This semester I'm teaching from Hastie, Tibshirani, and Friedman's book, The Elements of Statistical Learning, 2nd Edition. The authors provide aMixture Simulation data set that has two continuous predictors and a binary outcome. This data is used to demonstrate classification procedures by plotting classification boundaries in the two predictors. For example, the figure below is a reproduction of Figure 2.5 in the book:

The solid line represents the Bayes decision boundary (i.e., {x: Pr("orange"|x) = 0.5}), which is computed from the model used to simulate these data. The Bayes decision boundary and other boundaries are determined by one or more surfaces (e.g., Pr("orange"|x)), which are generally omitted from the graphics. In class, we decided to use the R package rgl to create a 3D representation of this surface. Below is the code and graphic (well, a 2D projection) associated with the Bayes decision boundary:

library(rgl)
load(url("http://statweb.stanford.edu/~tibs/ElemStatLearn/datasets/ESL.mixture.rda"))
dat <- ESL.mixture ## create 3D graphic, rotate to view 2D x1/x2 projection
par3d(FOV=1,userMatrix=diag(4))
plot3d(dat$xnew[,1], dat$xnew[,2], dat$prob, type="n",
xlab="x1", ylab="x2", zlab="",
axes=FALSE, box=TRUE, aspect=1) ## plot points and bounding box
x1r <- range(dat$px1)
x2r <- range(dat$px2)
pts <- plot3d(dat$x[,1], dat$x[,2], 1,
type="p", radius=0.5, add=TRUE,
col=ifelse(dat$y, "orange", "blue"))
lns <- lines3d(x1r[c(1,2,2,1,1)], x2r[c(1,1,2,2,1)], 1) ## draw Bayes (True) decision boundary; provided by authors
dat$probm <- with(dat, matrix(prob, length(px1), length(px2)))
dat$cls <- with(dat, contourLines(px1, px2, probm, levels=0.5))
pls <- lapply(dat$cls, function(p) lines3d(p$x, p$y, z=1)) ## plot marginal (w.r.t mixture) probability surface and decision plane
sfc <- surface3d(dat$px1, dat$px2, dat$prob, alpha=1.0,
color="gray", specular="gray")
qds <- quads3d(x1r[c(1,2,2,1)], x2r[c(1,1,2,2)], 0.5, alpha=0.4,
color="gray", lit=FALSE)

In the above graphic, the probability surface is represented in gray, and the Bayes decision boundary occurs where the plane f(x) = 0.5 (in light gray) intersects with the probability surface.

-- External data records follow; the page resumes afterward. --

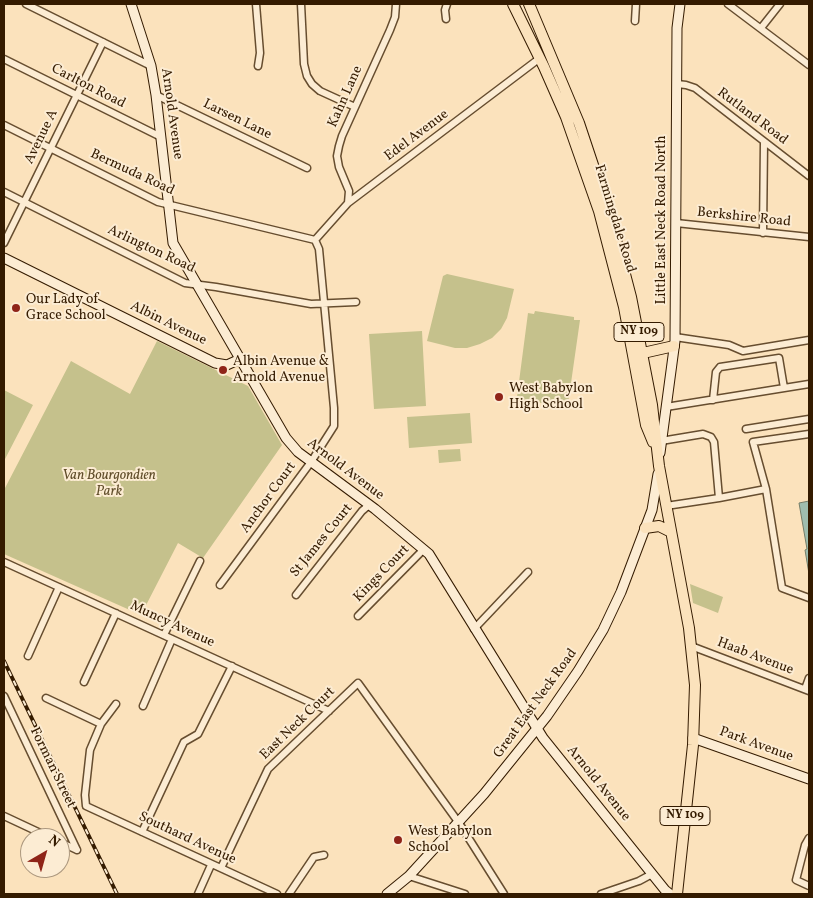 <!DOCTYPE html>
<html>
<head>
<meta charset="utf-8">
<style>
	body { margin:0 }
	#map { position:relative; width:813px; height:898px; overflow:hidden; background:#fbe2bc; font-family:Vollkorn,serif }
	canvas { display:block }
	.frame { position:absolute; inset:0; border:5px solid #341b00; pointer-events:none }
	.north { position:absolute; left:20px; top:828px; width:50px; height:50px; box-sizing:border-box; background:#fcecd3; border:1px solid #ac987f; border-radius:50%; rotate:38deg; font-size:14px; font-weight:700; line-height:20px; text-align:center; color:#341b00 }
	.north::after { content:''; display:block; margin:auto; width:18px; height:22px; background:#8f2418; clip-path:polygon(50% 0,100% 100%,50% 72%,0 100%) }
</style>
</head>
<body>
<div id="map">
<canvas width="813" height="898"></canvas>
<div class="frame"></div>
<div class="north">N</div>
</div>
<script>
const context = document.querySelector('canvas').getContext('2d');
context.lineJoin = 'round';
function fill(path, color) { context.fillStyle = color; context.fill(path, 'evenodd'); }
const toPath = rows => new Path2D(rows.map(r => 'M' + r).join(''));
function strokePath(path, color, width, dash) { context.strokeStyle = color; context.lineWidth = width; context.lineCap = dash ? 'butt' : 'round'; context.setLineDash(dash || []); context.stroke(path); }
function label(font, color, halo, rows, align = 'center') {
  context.font = font + ' Vollkorn,serif'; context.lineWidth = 4; context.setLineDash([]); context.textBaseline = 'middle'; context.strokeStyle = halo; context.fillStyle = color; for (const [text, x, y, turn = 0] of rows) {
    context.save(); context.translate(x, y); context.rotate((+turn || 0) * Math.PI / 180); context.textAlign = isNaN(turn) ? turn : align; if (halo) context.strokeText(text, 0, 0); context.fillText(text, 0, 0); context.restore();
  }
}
fill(toPath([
	[447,274,514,289,507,318,501,329,492,338,480,344,467,348,455,348,427,341,443,276],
	[535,311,574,317,574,320,580,320,568,404,562,403,562,406,522,400,522,398,517,397,528,313,534,314],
	[422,331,426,406,374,409,369,334],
	[157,341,248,386,282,445,203,558,178,543,141,615,4,554,4,490,71,361,130,394],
	[4,390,33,405,4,461],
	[470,413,472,443,409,448,407,417],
	[460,449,461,461,439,463,438,450],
	[690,584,723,597,718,613,693,603]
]), '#c5c18c');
const water = toPath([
	[809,501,809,574,805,550,807,549,799,503,809,501]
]);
fill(water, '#9fbeaf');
strokePath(water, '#747d69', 1);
const street = toPath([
	[26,4,151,66],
	[256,4,260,53,258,66],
	[301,4,304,64,307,76,312,84,320,91,355,107],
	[728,4,809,65],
	[446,19,445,10,447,4],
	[635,21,636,4],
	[761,28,780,4],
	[4,59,161,137],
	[677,84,686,85,695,88,809,176],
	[156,95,307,168],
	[4,125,158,202,315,240],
	[4,192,185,283,216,287,311,304,356,302],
	[348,203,349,191,339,167,337,156,339,146,342,136,390,30,395,17,396,4],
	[676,223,809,237],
	[763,233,764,142],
	[315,240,348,203,540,58],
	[4,243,103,42],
	[675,337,729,345,743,351,809,340],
	[713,400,716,372,720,367,779,358,784,388],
	[666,407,809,384],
	[746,429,809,419],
	[809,434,753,442,766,489,782,588,809,598],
	[661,441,703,434,711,437,714,442,719,498],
	[666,506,719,498,766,489],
	[4,562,329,711],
	[220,585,311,462,334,426,334,408,319,249,315,240],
	[296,595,362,511,369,505],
	[358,616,424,549],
	[474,629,528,572],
	[164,635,200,561],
	[691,646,809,691],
	[28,656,59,587],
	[84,682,116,613],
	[805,689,809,678],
	[4,696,77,850],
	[46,698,101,724],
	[116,704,101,724,90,750,85,795,86,806,277,894],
	[143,706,172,639],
	[4,816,51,838],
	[142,832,184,742,198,734,232,666],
	[809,838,805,845,796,880,809,886],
	[60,842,77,850],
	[221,868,268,769,358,683,459,823,504,894],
	[409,876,465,894],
	[198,894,211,865],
	[289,894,314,857,324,855],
	[601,894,639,881,652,874]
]);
const secondary = toPath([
	[131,4,151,66,156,95,173,243,286,438,298,452,375,509,429,554,543,738,665,890,670,894],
	[4,258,215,363,227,365,240,359],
	[660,453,675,341,677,28,680,4],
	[693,738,809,779],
	[387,894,409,876,484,794,547,716,578,671,603,630,621,592,652,510,658,474]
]);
const primary = toPath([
	[513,4,544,67,566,117,599,211,624,307,646,425,653,442],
	[529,4,579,123,609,213,631,297,652,405,659,466,689,628,695,685,693,745,677,894],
	[643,353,674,346],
	[645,528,659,526,671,532]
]);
strokePath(street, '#664d2f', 9);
strokePath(secondary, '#341b00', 11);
strokePath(primary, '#341b00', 12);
strokePath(street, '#fcecd3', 6);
strokePath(secondary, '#fcecd3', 9);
strokePath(primary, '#fbe2bc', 10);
const rail = toPath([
	[4,661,117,894]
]);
strokePath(rail, '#341b00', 4);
strokePath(rail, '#fcecd3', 2, [5.5]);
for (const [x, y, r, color] of [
	[16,308,5,"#8f2418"],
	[223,370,5,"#8f2418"],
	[499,397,5,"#8f2418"],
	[398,840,5,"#8f2418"]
]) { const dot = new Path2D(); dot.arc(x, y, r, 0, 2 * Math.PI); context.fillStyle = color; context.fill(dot); strokePath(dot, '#fcecd3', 2); }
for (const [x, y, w] of [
	[639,332,50],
	[685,816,50]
]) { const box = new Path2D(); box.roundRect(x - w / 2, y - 9.5, w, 19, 4); context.fillStyle = '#fcecd3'; context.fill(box); strokePath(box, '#341b00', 1); }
label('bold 12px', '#341b00', null, [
	["NY 109",639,332],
	["NY 109",685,816]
]);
label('14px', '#341b00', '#fcecd3', [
	["Carlton Road",88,87,27],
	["Kahn Lane",346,97,-66],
	["Arnold Avenue",171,114,82],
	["Rutland Road",752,117,37],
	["Larsen Lane",237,120,26],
	["Edel Avenue",417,136,-37],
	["Avenue A",42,137,-64],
	["Bermuda Road",132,173,25],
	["Berkshire Road",744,218,6],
	["Farmingdale Road",614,219,73],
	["Little East Neck Road North",662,220,-90],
	["Arlington Road",151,250,25],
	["Albin Avenue",168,324,26],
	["Arnold Avenue",345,470,37],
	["Anchor Court",269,498,-54],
	["St James Court",322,541,-51],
	["Kings Court",382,574,-46],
	["Muncy Avenue",172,625,25],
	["Haab Avenue",755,657,21],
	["Great East Neck Road",536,704,-54],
	["East Neck Court",298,724,-44],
	["Park Avenue",756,745,20],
	["Forman Street",52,768,64],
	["Arnold Avenue",598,784,51],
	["Southard Avenue",187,839,25]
]);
label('14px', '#341b00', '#fcecd3', [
	["Our Lady of",26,300],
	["Grace School",26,316],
	["Albin Avenue &",233,362],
	["Arnold Avenue",233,378],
	["West Babylon",509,389],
	["High School",509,405],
	["West Babylon",408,832],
	["School",408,848]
], 'left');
label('italic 14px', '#604d2a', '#fcecd3', [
	["Van Bourgondien",109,476],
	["Park",109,492]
]);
</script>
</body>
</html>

Of course, the classification task is to estimate a decision boundary given the data. Chapter 5 presents two multidimensional splines approaches, in conjunction with binary logistic regression, to estimate a decision boundary. The upper panel of Figure 5.11 in the book shows the decision boundary associated with additive natural cubic splines in x1 and x2 (4 df in each direction; 1+(4-1)+(4-1) = 7 parameters), and the lower panel shows the corresponding tensor product splines (4x4 = 16 parameters), which are much more flexible, of course. The code and graphics below reproduce the decision boundaries shown in Figure 5.11, and additionally illustrate the estimated probability surface (note: this code below should only be executed after the above code, since the 3D graphic is modified, rather than created anew):

Reproducing Figure 5.11 (top):

## clear the surface, decision plane, and decision boundary
par3d(userMatrix=diag(4)); pop3d(id=sfc); pop3d(id=qds)
for(pl in pls) pop3d(id=pl) ## fit additive natural cubic spline model
library(splines)
ddat <- data.frame(y=dat$y, x1=dat$x[,1], x2=dat$x[,2])
form.add <- y ~ ns(x1, df=3)+
ns(x2, df=3)
fit.add <- glm(form.add, data=ddat, family=binomial(link="logit")) ## compute probabilities, plot classification boundary
probs.add <- predict(fit.add, type="response",
newdata = data.frame(x1=dat$xnew[,1], x2=dat$xnew[,2]))
dat$probm.add <- with(dat, matrix(probs.add, length(px1), length(px2)))
dat$cls.add <- with(dat, contourLines(px1, px2, probm.add, levels=0.5))
pls <- lapply(dat$cls.add, function(p) lines3d(p$x, p$y, z=1)) ## plot probability surface and decision plane
sfc <- surface3d(dat$px1, dat$px2, probs.add, alpha=1.0,
color="gray", specular="gray")
qds <- quads3d(x1r[c(1,2,2,1)], x2r[c(1,1,2,2)], 0.5, alpha=0.4,
color="gray", lit=FALSE)

Reproducing Figure 5.11 (bottom)

## clear the surface, decision plane, and decision boundary
par3d(userMatrix=diag(4)); pop3d(id=sfc); pop3d(id=qds)
for(pl in pls) pop3d(id=pl) ## fit tensor product natural cubic spline model
form.tpr <- y ~ 0 + ns(x1, df=4, intercept=TRUE):
ns(x2, df=4, intercept=TRUE)
fit.tpr <- glm(form.tpr, data=ddat, family=binomial(link="logit")) ## compute probabilities, plot classification boundary
probs.tpr <- predict(fit.tpr, type="response",
newdata = data.frame(x1=dat$xnew[,1], x2=dat$xnew[,2]))
dat$probm.tpr <- with(dat, matrix(probs.tpr, length(px1), length(px2)))
dat$cls.tpr <- with(dat, contourLines(px1, px2, probm.tpr, levels=0.5))
pls <- lapply(dat$cls.tpr, function(p) lines3d(p$x, p$y, z=1)) ## plot probability surface and decision plane
sfc <- surface3d(dat$px1, dat$px2, probs.tpr, alpha=1.0,
color="gray", specular="gray")
qds <- quads3d(x1r[c(1,2,2,1)], x2r[c(1,1,2,2)], 0.5, alpha=0.4,
color="gray", lit=FALSE)

Although the graphics above are static, it is possible to embed an interactive 3D version within a web page (e.g., see the rgl vignette; best with Google Chrome), using the rgl function writeWebGL. I gave up on trying to embed such a graphic into this WordPress blog post, but I have created a separate page for the interactive 3D version of Figure 5.11b. Duncan Murdoch's work with this package is reall nice!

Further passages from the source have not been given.